Perhaps we also need to be challenged more—it’s hard to have difficult conversations in Iceland because they involve such a drastic change from our usual comfort zone. For example, where I live in London, nothing is really comfortable, so you’re constantly asking questions. I’ve spent a lot of time asking myself how I can have a positive influence in the Icelandic art scene. I think this exhibition is one way I’m doing that, because it’s showcasing a diverse group of young Icelandic and international artists, together in one space. All of the artists work on the borders of reality and fiction, and a lot of the works are about how they identify in this world. It includes, for example, Brokat films, and Joanna Pawlowska, who is part of that group, is Polish and lives and works in Iceland. I thought, since Polish people are the biggest minority group in Iceland, it’s important to have their voices in this show.
Brokat films use Youtube to platform strange performance works that are somewhere between influencer parody and psychedelic animations—how did you discover them?
I discovered them through Midtpunkt because Joanna Pawlowska (who is part of duo) is a part of the team that runs the exhibition space. I saw their Youtube channel, and I was just like, ‘what is going on here?’ It doesn’t explain very much, but their vlog-style videos take you on board surreal journeys, so I sent them an Instagram message and we began a conversation.
Where does your interest in science fiction come from?

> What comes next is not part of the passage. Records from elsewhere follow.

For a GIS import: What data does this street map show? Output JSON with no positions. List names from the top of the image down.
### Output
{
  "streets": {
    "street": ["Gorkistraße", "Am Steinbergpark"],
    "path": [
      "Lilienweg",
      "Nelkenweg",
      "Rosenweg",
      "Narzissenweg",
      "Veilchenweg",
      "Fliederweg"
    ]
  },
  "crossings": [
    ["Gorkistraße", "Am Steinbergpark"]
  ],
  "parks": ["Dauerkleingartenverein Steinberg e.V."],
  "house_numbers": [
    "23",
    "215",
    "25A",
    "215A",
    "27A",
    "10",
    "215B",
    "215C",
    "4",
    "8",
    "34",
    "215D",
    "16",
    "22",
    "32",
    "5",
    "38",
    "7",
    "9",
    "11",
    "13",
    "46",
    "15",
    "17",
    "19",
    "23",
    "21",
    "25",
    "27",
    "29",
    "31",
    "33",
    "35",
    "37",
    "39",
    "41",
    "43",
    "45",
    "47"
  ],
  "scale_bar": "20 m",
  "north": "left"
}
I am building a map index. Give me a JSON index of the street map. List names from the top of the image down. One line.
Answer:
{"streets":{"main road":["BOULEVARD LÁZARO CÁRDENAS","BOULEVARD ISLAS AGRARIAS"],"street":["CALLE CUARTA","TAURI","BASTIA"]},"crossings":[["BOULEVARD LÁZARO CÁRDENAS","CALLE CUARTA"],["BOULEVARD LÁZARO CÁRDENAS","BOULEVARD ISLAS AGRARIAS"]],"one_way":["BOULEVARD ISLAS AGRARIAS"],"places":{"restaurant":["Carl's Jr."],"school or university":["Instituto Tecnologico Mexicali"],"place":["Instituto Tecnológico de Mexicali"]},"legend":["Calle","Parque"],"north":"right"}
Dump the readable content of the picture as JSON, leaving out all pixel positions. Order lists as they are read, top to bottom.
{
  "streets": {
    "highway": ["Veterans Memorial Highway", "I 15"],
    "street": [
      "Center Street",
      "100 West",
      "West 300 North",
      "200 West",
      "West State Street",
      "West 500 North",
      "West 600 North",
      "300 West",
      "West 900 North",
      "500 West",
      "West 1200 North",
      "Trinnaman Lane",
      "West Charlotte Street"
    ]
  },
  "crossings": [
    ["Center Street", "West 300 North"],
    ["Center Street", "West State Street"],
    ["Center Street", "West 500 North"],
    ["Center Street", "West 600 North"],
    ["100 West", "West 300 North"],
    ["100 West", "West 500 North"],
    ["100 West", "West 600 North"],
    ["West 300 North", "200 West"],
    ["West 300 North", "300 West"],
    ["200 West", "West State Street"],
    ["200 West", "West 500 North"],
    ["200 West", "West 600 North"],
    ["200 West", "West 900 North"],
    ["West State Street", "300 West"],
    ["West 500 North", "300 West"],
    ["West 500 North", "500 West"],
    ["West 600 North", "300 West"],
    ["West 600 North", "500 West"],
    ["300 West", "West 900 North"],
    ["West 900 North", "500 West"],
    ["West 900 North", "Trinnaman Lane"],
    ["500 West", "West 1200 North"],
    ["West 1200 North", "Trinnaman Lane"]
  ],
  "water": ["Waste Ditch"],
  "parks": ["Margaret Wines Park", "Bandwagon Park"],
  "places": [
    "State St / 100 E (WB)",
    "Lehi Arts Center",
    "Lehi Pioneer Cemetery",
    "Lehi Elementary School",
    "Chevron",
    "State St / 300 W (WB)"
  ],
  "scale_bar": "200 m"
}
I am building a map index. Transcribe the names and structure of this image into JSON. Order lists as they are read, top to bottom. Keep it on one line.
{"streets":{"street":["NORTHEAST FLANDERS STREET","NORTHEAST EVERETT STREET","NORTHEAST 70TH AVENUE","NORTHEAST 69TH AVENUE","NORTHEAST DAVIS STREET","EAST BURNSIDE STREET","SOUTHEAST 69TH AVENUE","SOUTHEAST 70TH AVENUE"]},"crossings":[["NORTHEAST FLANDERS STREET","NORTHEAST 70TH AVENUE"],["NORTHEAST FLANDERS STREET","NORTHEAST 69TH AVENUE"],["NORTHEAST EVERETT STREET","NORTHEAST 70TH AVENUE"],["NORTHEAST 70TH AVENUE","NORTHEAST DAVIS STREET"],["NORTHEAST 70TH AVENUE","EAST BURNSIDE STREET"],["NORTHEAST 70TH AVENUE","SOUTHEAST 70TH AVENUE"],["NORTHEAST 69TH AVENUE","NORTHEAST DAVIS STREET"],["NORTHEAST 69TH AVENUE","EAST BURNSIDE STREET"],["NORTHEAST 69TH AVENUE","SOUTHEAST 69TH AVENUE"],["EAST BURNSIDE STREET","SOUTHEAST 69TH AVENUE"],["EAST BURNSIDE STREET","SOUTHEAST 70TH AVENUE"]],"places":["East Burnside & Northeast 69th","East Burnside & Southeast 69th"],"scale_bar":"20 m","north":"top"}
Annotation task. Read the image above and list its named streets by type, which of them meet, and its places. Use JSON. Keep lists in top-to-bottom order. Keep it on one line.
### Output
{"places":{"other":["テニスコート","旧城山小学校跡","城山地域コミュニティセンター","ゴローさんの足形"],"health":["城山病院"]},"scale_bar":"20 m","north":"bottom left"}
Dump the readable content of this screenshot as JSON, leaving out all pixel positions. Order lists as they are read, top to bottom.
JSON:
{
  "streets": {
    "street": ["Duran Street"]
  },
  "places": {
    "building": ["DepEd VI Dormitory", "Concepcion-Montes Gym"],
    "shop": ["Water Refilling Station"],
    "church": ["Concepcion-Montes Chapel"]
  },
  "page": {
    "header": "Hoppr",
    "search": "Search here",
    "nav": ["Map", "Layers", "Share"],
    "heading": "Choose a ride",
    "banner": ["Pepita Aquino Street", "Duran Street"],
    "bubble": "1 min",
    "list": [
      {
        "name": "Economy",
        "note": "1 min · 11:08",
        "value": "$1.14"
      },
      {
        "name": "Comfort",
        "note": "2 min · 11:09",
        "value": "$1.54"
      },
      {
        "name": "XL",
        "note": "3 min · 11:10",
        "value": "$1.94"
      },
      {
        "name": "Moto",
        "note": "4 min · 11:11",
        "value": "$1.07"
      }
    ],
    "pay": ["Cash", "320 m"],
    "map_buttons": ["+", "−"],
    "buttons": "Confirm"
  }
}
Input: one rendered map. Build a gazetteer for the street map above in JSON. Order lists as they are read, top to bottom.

I know it comes from a feeling of not belonging. Then for me, there’s the process of seeking comfort in science fiction and finding it to be a space where I can create a place for belonging, and I can read stories about the author who felt they belong there too.
The recent popularity of science fiction is also something that happens naturally, going through the pandemic, we ask: ‘what’s the future going to look like?’ There are apocalyptic feelings surfacing, or hopes for a rebirth of the earth. In terms of global warming too, we’re living in an era where the future is precarious. I feel that I really want to bring that conversation to Reykjavik.
Do you conceive of a specific experience that you want visitors to the show to have?
I would like to think that the visitor can leave with a broader idea about what the future could look like, and that they allow fantasy to come into play when they think about that future. I hope they get a deeper understanding of the lived realities of someone else other than themselves—I want to expand their perspectives and allow other realms to infiltrate their own.
‘Yes, a falling tree makes a sound (and it has a lot to say)’ is open at Kling & Bang from 31 March 2021. Artists included in the exhibition are Josephine van Schendel, Bára Bjarnadóttir, Tarek Lakhrissi, Brokat Films, Dýrfinna Benita Basalan, Elín Margot, Þórey Björk Halldórsdóttir and Tabita Rezarie. A publication designed by Signatura Books, features Ursula Le Guin, and a selection of artists and writers, released in early May.